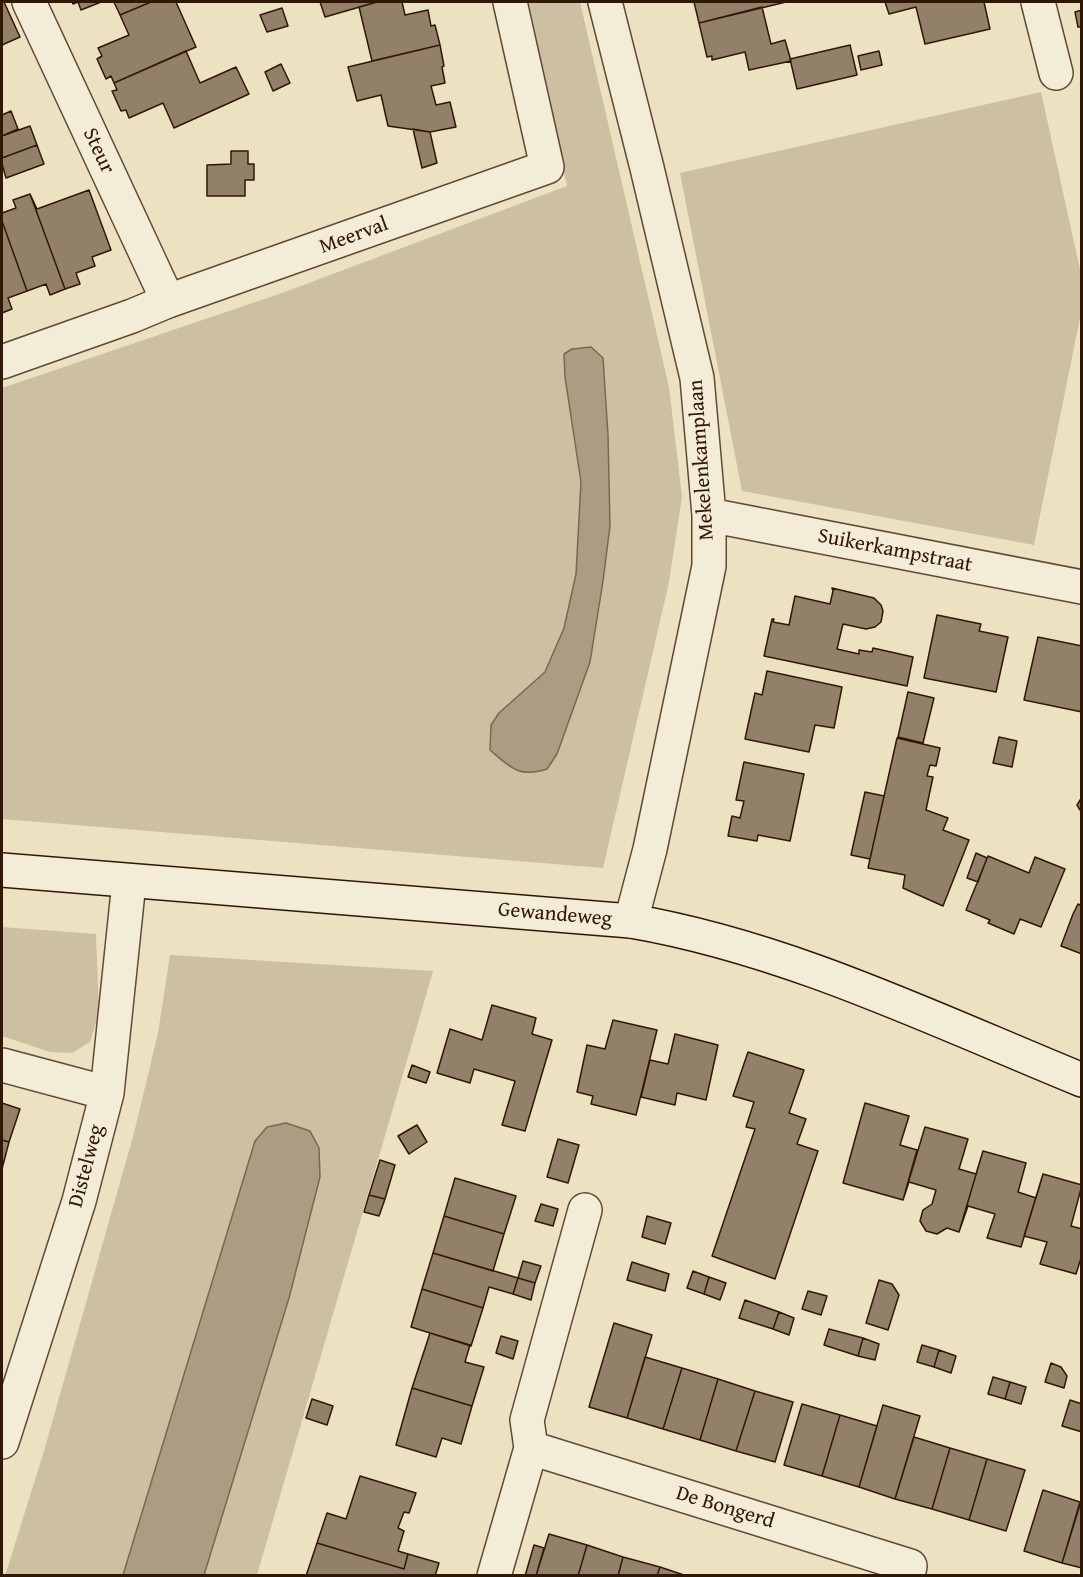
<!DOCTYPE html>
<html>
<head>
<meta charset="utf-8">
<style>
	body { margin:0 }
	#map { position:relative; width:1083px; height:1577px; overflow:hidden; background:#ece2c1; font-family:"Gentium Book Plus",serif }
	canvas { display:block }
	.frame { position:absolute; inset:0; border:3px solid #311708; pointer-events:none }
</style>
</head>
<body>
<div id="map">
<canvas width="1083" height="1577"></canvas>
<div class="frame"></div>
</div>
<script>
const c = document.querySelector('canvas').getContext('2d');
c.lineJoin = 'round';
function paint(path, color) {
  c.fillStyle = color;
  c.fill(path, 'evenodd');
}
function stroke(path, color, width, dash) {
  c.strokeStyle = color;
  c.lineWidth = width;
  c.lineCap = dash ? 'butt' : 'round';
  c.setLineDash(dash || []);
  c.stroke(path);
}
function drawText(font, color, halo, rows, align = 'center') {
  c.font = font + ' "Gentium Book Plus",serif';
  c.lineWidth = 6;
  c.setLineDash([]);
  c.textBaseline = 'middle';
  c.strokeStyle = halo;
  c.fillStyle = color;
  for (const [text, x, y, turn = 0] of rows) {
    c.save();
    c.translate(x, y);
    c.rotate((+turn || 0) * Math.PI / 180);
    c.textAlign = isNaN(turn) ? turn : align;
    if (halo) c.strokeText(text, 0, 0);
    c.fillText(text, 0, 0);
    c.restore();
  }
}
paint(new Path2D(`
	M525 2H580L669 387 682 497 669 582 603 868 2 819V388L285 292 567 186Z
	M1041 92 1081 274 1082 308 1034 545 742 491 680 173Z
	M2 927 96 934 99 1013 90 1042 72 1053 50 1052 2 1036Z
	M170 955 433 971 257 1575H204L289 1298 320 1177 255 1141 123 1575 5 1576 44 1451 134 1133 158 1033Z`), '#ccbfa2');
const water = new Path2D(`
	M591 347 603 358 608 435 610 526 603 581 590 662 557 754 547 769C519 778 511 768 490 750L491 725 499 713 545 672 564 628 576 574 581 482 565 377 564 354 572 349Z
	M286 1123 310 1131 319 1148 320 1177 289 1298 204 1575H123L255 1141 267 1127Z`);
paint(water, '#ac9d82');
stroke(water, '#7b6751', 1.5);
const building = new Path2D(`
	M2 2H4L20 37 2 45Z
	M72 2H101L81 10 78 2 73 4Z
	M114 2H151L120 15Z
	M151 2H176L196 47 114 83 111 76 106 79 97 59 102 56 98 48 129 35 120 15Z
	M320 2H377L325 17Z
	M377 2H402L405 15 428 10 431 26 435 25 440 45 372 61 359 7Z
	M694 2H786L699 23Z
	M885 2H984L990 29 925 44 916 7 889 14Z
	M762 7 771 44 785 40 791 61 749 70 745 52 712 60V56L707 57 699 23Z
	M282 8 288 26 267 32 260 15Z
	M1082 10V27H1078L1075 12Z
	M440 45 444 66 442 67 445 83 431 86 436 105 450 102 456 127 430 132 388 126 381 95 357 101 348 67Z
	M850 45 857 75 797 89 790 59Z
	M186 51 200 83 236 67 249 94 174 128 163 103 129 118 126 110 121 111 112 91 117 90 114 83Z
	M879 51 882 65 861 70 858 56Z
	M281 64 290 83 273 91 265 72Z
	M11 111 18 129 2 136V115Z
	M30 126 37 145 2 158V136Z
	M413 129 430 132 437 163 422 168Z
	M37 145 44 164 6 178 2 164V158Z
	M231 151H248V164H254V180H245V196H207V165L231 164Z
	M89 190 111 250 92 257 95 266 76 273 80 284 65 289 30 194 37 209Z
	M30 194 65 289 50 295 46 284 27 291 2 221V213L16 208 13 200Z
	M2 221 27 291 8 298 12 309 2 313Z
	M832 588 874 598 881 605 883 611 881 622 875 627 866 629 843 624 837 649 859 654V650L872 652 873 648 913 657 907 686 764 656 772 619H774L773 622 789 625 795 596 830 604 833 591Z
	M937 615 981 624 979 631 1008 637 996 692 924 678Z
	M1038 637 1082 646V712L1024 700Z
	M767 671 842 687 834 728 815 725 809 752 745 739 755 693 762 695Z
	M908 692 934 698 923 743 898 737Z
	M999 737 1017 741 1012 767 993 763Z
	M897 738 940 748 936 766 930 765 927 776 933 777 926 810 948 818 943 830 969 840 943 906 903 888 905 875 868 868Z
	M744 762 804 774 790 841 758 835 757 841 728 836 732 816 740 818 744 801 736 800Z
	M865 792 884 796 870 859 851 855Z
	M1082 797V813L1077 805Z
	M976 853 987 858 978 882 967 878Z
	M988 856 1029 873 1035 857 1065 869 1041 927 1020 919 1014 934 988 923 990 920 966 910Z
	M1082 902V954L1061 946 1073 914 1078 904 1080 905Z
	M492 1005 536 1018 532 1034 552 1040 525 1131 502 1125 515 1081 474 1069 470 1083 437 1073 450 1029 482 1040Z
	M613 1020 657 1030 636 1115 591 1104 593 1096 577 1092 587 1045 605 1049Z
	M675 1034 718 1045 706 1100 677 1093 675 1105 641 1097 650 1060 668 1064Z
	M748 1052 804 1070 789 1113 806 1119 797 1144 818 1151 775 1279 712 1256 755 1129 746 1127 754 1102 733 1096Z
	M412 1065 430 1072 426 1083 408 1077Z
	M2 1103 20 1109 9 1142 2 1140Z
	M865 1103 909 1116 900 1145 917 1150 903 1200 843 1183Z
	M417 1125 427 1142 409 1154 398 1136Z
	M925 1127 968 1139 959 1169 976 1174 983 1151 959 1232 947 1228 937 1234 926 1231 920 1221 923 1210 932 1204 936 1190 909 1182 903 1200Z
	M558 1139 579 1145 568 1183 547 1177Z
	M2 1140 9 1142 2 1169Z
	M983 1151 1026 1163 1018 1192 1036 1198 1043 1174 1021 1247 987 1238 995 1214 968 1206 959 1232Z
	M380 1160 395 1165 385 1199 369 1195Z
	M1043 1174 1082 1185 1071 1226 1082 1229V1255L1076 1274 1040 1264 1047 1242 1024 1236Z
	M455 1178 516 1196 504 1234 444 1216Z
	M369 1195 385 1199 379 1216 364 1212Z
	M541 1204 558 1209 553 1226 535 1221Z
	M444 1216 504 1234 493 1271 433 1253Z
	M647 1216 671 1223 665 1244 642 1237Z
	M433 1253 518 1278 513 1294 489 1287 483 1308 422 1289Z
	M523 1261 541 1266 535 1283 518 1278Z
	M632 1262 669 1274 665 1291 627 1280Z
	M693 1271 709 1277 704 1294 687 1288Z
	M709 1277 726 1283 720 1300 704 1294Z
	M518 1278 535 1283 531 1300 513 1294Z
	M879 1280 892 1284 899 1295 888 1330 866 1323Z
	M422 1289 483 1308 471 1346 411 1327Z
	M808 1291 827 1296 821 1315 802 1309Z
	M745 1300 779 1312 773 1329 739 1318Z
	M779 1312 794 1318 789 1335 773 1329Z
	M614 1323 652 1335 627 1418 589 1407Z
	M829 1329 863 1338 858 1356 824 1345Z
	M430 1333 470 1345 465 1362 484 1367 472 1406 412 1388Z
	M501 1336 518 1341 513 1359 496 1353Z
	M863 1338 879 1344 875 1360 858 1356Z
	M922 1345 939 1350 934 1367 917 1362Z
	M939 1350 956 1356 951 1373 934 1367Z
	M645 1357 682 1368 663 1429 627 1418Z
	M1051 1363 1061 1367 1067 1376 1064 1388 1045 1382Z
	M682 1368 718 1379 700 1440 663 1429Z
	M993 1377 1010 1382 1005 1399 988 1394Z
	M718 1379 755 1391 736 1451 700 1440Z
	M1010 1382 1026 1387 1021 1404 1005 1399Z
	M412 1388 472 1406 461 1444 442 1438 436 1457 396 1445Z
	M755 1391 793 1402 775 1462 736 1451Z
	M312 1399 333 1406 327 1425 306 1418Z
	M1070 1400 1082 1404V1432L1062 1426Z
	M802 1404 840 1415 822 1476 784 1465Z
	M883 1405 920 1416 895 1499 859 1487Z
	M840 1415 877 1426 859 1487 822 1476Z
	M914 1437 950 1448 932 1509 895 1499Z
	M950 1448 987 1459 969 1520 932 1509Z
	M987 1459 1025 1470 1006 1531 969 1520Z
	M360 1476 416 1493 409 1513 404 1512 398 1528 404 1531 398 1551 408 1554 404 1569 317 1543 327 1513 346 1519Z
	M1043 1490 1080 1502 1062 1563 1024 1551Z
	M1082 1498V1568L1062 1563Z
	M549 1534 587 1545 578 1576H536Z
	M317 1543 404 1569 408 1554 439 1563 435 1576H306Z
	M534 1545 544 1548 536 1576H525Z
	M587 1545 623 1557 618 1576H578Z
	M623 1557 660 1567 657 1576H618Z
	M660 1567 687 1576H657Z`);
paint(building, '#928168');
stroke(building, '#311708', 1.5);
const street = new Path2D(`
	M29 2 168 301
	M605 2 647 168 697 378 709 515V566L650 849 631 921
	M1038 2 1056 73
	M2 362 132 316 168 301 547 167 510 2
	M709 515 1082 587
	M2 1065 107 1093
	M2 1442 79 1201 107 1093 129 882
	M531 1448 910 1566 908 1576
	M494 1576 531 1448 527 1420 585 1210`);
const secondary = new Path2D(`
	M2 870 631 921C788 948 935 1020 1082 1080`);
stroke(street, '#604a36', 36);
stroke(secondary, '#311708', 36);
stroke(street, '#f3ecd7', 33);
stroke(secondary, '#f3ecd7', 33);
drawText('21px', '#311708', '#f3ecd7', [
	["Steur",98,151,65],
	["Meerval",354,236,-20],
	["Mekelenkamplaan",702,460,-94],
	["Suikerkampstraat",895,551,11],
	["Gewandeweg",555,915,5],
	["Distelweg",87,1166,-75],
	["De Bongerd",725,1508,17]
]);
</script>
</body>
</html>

═══

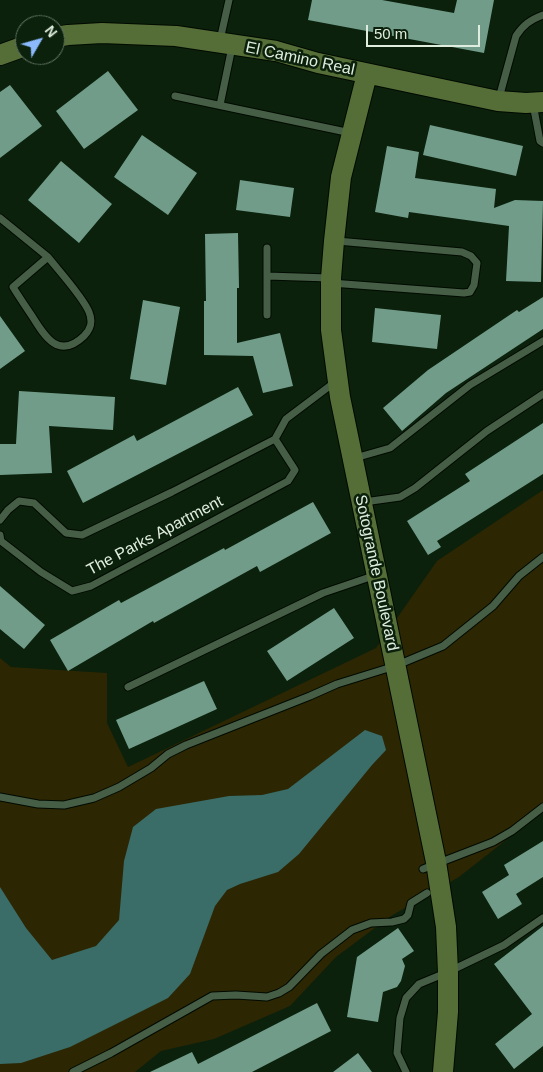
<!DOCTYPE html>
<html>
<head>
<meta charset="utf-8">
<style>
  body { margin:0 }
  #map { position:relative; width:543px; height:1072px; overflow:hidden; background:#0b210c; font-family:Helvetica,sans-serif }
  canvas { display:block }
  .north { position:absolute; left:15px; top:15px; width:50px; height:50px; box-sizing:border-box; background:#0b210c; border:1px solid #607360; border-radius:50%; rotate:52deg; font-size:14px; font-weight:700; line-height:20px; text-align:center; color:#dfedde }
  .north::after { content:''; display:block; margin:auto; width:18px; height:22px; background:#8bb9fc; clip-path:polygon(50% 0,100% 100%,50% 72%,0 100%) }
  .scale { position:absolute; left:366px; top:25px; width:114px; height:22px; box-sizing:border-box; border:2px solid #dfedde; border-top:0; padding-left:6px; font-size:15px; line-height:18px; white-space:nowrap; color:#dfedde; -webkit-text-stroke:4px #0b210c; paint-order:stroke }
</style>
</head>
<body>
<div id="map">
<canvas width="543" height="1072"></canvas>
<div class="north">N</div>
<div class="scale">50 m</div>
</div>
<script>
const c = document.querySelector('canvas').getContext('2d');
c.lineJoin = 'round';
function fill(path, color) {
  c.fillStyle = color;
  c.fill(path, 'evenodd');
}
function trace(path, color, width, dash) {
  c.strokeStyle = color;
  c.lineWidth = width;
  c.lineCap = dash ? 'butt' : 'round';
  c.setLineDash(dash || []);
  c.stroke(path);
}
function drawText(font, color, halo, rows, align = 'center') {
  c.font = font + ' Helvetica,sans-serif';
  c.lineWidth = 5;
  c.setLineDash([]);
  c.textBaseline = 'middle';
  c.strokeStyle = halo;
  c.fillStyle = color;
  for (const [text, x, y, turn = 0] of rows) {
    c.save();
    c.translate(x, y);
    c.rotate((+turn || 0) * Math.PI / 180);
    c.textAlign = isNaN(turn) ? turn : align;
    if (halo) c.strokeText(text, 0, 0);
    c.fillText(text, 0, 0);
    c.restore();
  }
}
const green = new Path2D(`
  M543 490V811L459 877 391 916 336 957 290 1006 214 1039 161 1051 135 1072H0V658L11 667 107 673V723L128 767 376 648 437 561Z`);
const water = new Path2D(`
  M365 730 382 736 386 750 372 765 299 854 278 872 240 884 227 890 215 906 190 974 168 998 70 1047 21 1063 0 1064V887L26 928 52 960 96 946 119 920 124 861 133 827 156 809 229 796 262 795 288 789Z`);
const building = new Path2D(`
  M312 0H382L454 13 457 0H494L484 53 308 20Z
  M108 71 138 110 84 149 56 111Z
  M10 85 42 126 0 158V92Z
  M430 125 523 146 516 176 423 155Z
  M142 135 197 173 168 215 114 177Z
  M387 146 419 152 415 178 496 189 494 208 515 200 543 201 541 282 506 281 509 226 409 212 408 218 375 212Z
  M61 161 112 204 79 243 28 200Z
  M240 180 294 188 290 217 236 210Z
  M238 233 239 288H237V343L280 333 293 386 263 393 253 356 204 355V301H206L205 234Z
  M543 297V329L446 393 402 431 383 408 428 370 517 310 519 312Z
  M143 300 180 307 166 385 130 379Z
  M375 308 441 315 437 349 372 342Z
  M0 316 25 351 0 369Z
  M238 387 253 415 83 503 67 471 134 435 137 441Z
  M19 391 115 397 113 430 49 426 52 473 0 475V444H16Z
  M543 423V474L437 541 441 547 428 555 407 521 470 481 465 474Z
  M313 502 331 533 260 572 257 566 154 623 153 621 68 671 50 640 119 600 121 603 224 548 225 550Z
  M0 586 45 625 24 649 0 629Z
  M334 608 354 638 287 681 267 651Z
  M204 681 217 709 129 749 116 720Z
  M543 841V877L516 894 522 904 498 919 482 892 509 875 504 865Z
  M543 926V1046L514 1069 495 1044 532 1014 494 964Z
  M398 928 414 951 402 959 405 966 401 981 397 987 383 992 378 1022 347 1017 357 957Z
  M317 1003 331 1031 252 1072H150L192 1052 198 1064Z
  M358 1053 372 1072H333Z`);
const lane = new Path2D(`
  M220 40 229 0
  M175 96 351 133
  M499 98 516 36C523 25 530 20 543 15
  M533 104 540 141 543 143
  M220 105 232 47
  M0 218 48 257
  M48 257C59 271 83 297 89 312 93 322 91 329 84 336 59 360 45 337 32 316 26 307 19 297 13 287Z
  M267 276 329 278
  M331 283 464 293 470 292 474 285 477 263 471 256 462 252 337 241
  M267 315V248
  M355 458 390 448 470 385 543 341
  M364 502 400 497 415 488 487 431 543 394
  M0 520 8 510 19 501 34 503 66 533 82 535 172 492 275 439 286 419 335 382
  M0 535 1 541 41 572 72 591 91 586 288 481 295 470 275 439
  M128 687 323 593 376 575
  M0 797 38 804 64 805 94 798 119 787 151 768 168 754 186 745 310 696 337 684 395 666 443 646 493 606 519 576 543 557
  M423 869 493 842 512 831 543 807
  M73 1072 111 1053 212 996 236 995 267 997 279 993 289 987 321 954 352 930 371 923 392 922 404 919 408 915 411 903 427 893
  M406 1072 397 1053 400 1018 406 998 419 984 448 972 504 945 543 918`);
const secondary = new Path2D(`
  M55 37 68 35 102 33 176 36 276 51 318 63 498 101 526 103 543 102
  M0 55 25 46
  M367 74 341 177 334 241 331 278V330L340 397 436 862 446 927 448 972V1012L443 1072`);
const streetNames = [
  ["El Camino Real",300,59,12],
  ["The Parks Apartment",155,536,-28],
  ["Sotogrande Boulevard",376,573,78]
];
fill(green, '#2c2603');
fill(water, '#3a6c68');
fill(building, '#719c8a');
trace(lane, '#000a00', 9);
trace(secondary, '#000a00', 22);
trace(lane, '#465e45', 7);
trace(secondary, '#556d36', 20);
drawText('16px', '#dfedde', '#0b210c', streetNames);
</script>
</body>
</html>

═══

# Task instructions
Line count for "canvas": count the lines in the records above that hold this word, and give only the number.

# Solution for this exercise
6